ГЛАЗАМИ ШУРЫ БАЛАГАНОВА

   А каковы были сами условия заключения? Тут начать надо, конечно, с жилья.
   В «Записках» герой-повествователь рассказывает: «Когда смеркалось, нас всех вводили в казармы, где и запирали на всю ночь. Мне всегда было тяжело возвращаться со двора в нашу казарму. Это была длинная, низкая и душная комната, тускло освещенная сальными свечами, с тяжелым, удушающим запахом. Не понимаю теперь, как я выжил в ней десять лет. На нарах у меня было три доски: это было все мое место. На этих же нарах размещалось в одной нашей комнате человек тридцать народу». Вот еще один выразительный штришок: «Ночью наступает нестерпимый жар и духота. Хоть и обдает ночным холодком из окна, но арестанты мечутся на своих нарах всю ночь, словно в бреду. Блохи кишат мириадами» и т.д. Так жил герой Достоевского, так жил и сам писатель.
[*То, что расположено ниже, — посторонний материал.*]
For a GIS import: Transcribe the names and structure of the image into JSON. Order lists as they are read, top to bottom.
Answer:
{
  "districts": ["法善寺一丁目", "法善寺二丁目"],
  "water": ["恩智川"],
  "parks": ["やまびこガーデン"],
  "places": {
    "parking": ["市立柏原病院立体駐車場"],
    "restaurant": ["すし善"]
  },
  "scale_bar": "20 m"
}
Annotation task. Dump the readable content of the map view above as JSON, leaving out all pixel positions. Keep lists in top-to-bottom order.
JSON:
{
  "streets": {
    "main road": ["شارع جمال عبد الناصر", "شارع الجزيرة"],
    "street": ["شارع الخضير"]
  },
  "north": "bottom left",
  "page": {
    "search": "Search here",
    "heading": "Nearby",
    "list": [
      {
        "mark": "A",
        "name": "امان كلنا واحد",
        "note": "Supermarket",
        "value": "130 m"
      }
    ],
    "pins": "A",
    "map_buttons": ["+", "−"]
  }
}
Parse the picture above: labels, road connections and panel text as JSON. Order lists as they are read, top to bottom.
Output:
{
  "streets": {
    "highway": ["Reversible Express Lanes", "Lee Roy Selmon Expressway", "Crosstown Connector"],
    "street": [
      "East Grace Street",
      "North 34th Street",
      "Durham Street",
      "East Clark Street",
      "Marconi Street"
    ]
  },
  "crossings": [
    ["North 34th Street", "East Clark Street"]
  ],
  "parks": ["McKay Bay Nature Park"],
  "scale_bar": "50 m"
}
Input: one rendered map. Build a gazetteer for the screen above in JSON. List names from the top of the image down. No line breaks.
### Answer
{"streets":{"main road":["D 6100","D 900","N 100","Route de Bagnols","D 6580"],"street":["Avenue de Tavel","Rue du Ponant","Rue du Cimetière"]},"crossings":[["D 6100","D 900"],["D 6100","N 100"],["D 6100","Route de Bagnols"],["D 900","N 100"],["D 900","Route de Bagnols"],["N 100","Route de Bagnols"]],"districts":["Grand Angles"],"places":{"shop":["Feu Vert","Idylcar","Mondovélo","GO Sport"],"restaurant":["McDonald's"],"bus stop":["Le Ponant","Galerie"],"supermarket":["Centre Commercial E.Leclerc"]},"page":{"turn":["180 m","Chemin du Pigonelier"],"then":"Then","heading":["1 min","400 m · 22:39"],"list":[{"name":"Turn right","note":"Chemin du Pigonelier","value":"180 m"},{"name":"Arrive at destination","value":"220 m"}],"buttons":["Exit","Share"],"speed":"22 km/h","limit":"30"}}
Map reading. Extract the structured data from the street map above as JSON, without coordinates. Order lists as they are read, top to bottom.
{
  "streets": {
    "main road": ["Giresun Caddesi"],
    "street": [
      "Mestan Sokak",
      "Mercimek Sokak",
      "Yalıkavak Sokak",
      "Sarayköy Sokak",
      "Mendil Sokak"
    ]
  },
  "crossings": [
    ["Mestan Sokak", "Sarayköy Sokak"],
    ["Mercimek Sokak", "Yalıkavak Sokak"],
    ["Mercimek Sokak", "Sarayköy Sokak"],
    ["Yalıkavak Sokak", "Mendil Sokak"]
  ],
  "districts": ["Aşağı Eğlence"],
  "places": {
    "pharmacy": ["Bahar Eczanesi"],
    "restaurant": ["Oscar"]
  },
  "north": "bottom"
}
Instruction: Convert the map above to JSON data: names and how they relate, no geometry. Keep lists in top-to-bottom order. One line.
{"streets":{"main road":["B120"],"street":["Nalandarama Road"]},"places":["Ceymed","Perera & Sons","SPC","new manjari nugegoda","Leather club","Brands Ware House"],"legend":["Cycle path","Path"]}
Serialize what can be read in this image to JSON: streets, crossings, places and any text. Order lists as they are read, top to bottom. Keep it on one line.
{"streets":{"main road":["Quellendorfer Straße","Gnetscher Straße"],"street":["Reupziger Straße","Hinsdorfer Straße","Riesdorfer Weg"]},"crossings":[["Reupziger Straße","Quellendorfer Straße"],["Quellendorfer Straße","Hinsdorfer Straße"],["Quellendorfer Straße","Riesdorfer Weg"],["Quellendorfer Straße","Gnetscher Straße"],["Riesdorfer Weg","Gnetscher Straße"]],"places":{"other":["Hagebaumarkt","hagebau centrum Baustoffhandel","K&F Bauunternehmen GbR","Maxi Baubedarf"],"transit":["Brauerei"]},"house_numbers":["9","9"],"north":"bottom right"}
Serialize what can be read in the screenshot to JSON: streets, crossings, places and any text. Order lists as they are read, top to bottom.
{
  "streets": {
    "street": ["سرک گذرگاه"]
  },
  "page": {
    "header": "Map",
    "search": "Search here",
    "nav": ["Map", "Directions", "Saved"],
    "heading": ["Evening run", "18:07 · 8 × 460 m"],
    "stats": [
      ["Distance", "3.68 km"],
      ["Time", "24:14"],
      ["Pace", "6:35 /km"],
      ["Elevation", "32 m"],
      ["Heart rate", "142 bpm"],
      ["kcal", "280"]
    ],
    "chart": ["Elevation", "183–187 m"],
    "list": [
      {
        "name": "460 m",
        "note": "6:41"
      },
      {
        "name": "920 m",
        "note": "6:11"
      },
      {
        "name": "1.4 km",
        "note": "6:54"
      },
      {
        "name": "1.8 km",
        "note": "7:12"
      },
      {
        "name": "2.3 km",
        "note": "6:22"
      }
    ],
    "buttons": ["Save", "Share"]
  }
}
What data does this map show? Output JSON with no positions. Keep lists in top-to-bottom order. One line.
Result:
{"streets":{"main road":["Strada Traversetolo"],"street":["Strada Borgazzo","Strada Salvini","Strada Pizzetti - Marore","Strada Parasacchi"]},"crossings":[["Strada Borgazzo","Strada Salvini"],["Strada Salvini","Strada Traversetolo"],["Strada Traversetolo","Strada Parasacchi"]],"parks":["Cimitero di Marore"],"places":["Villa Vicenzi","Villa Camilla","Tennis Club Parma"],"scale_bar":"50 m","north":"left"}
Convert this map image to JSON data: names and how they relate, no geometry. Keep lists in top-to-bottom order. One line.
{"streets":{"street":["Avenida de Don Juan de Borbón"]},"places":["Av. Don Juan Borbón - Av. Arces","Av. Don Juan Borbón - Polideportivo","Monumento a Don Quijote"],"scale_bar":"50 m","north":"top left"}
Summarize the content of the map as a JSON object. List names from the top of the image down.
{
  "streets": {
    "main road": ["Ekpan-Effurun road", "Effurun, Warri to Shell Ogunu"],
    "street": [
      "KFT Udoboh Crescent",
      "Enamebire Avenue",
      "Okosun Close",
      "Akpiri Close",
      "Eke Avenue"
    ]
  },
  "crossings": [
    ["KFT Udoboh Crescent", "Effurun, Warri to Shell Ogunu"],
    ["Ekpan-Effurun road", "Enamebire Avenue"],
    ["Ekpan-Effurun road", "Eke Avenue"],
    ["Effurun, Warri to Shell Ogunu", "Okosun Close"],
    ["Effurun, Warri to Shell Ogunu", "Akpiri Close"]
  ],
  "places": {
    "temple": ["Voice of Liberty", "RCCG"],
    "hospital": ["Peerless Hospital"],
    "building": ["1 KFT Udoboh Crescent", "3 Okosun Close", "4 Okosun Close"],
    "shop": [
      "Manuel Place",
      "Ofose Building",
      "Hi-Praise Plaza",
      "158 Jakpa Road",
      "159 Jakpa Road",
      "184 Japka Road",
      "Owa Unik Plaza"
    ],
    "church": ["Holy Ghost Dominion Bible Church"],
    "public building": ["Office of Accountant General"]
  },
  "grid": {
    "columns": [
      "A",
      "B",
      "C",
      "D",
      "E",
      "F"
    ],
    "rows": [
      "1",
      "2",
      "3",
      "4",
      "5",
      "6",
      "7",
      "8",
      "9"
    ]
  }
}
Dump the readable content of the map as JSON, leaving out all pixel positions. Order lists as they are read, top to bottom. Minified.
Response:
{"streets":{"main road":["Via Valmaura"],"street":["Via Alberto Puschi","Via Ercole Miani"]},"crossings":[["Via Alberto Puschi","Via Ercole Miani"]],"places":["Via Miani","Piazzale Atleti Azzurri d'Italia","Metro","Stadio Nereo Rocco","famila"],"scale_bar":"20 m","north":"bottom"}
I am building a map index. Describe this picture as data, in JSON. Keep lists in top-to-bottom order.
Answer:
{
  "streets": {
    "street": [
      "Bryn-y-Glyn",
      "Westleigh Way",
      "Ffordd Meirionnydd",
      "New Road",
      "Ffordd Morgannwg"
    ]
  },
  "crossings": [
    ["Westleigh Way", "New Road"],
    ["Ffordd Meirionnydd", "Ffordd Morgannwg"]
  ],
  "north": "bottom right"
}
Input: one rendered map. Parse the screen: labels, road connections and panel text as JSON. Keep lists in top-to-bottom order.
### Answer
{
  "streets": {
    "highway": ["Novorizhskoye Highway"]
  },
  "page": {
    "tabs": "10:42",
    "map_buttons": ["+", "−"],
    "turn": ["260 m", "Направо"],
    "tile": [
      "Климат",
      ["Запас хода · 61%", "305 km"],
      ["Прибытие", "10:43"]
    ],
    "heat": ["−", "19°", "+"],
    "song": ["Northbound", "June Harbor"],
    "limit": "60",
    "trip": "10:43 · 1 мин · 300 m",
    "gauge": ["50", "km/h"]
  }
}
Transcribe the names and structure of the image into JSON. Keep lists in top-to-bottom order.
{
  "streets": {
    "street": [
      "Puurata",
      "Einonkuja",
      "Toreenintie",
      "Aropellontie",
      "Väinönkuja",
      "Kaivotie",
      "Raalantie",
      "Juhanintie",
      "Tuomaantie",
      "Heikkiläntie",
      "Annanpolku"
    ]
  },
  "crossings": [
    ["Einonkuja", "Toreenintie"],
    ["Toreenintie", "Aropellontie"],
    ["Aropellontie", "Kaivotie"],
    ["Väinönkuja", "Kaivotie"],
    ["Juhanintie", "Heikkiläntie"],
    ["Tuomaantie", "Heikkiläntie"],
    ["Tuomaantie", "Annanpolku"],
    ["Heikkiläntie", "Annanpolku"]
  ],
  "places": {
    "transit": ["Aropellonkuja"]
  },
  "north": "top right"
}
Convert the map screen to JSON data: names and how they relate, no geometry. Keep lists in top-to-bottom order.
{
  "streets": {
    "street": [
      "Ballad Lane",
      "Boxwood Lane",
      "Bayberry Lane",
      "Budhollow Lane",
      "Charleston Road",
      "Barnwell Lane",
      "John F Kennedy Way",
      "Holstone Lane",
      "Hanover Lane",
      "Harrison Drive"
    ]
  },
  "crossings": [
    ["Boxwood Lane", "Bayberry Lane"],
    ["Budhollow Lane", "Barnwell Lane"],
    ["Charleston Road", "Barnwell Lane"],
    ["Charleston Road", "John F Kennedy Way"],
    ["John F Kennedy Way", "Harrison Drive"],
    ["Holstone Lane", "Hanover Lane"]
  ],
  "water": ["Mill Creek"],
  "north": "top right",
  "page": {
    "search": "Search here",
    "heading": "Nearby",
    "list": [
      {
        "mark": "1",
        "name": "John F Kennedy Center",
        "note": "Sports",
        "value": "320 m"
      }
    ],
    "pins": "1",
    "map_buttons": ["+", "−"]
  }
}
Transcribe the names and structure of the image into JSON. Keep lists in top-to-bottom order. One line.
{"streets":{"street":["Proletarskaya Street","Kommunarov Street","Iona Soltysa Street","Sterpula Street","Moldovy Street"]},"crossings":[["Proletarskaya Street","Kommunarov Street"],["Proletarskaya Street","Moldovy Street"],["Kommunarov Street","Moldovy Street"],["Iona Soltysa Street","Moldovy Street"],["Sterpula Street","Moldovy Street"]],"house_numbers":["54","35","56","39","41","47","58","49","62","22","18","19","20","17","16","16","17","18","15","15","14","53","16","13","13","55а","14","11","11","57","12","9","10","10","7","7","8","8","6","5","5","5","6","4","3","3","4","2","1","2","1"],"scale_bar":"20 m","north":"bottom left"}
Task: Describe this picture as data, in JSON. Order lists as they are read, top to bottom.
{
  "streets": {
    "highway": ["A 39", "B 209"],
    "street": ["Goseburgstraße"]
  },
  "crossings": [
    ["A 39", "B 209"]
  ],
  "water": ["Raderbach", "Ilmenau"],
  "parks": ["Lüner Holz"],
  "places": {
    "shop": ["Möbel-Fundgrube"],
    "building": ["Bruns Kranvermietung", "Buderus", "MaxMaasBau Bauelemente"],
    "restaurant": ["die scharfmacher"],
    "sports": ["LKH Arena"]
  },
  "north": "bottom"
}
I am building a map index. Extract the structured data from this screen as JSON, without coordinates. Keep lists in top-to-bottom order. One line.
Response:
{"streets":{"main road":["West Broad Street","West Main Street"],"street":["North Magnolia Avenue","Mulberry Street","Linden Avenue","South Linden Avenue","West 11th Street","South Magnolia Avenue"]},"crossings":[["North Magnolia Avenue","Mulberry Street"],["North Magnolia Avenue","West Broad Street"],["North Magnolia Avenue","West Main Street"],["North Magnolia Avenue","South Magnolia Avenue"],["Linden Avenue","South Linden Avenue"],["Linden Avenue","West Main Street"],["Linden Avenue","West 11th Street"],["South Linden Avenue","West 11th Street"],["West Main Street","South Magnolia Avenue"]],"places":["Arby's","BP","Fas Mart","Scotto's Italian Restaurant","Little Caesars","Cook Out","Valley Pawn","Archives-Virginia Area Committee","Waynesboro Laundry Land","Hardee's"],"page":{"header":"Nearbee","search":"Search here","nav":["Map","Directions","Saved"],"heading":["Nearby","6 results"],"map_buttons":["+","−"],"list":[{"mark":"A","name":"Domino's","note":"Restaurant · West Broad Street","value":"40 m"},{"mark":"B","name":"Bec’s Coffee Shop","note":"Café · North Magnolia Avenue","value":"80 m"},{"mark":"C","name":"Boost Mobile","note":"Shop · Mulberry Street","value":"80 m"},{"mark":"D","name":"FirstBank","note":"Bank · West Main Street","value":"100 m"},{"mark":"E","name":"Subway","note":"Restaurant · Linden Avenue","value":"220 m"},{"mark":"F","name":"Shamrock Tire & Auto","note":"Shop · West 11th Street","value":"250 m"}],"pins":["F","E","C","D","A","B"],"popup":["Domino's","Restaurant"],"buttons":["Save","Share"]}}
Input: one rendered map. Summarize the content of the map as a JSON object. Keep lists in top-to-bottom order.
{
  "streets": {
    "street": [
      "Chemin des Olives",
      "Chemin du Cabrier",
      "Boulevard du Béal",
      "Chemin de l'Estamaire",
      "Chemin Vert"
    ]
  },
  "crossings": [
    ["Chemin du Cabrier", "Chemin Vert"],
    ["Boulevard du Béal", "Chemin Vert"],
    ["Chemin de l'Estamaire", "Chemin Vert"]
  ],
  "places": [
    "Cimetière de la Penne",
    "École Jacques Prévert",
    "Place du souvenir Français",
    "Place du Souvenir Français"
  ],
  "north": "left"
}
   А наш мученик? Он описал в «Архипелаге» несколько помещений, в которых коротал свой срок. Напомним одно из них: «К нам добавили шестого (заключенного), и вот перевели полным составом в красавицу 53-ю. Это — дворцовый покой! Высота этажа в пять метров. А окна!..» Наш страдалец сменил несколько мест заключения, но ни одно его жилье невозможно сравнить с каторжной берлогой Достоевского. Даже в Экибастузском особлаге он жил все-таки не в смрадной и блохастой людской скученности, а в отдельной комнате всего с тремя или четырьмя соседями и спал не на общих нарах вповал, а на кроватке с матрасиком, подушечкой, одеяльцем, — вот не знаем насчет пододеяльничка.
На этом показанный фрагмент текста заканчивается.